• DESCRIPTION OF THE TASK:
All lines below must be repeated exactly, with the pictures omitted.

______

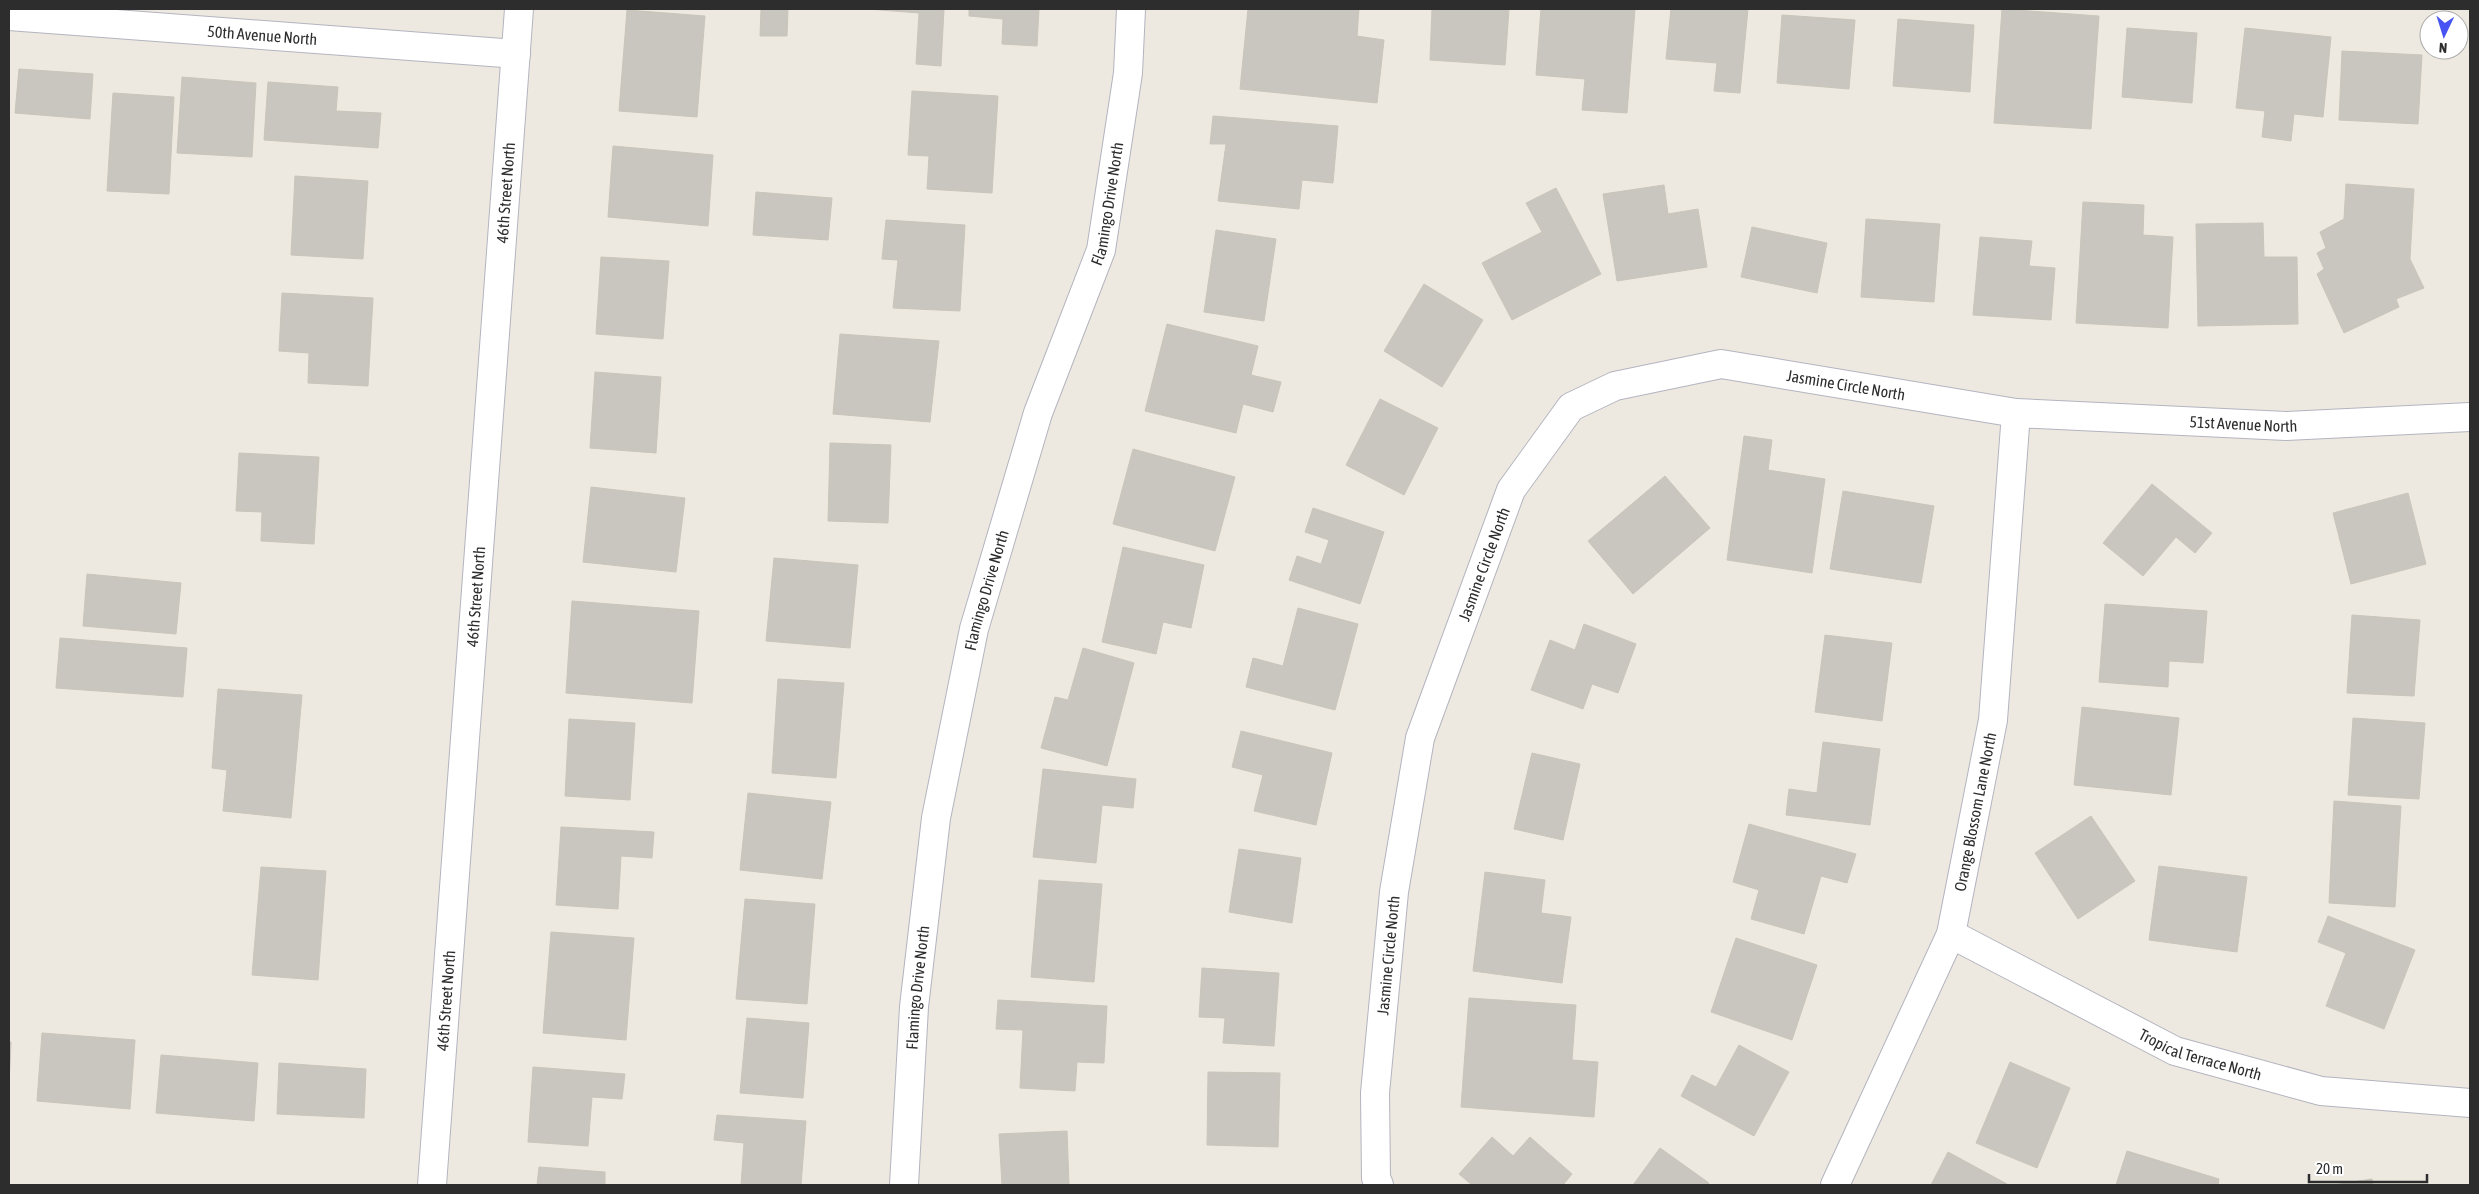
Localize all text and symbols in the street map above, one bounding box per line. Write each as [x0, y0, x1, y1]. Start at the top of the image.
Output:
north arrow [2419, 10, 2469, 60]
street label: 50th Avenue North [207, 22, 318, 48]
text: N [2438, 40, 2448, 56]
street label: Flamingo Drive North [1087, 141, 1126, 268]
street label: 46th Street North [493, 142, 518, 244]
street label: Jasmine Circle North [1785, 366, 1907, 403]
street label: 51st Avenue North [2189, 412, 2298, 435]
street label: Jasmine Circle North [1455, 505, 1513, 623]
street label: Flamingo Drive North [961, 528, 1012, 652]
street label: 46th Street North [463, 546, 488, 648]
street label: Orange Blossom Lane North [1951, 731, 1999, 893]
street label: Jasmine Circle North [1373, 895, 1403, 1016]
street label: Flamingo Drive North [903, 924, 932, 1050]
street label: 46th Street North [433, 950, 458, 1051]
street label: Tropical Terrace North [2136, 1025, 2264, 1083]
scale bar [2309, 1152, 2426, 1184]
text: 20 m [2316, 1160, 2343, 1177]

______

• FINISHED EXERCISE:
Localize all text and symbols in the street map above, one bounding box per line. Write each as [x0, y0, x1, y1]. Start at the top of the image.
Output:
north arrow [2419, 10, 2469, 60]
street label: 50th Avenue North [207, 22, 318, 48]
text: N [2438, 40, 2448, 56]
street label: Flamingo Drive North [1087, 141, 1126, 268]
street label: 46th Street North [493, 142, 518, 244]
street label: Jasmine Circle North [1785, 366, 1907, 403]
street label: 51st Avenue North [2189, 412, 2298, 435]
street label: Jasmine Circle North [1455, 505, 1513, 623]
street label: Flamingo Drive North [961, 528, 1012, 652]
street label: 46th Street North [463, 546, 488, 648]
street label: Orange Blossom Lane North [1951, 731, 1999, 893]
street label: Jasmine Circle North [1373, 895, 1403, 1016]
street label: Flamingo Drive North [903, 924, 932, 1050]
street label: 46th Street North [433, 950, 458, 1051]
street label: Tropical Terrace North [2136, 1025, 2264, 1083]
scale bar [2309, 1152, 2426, 1184]
text: 20 m [2316, 1160, 2343, 1177]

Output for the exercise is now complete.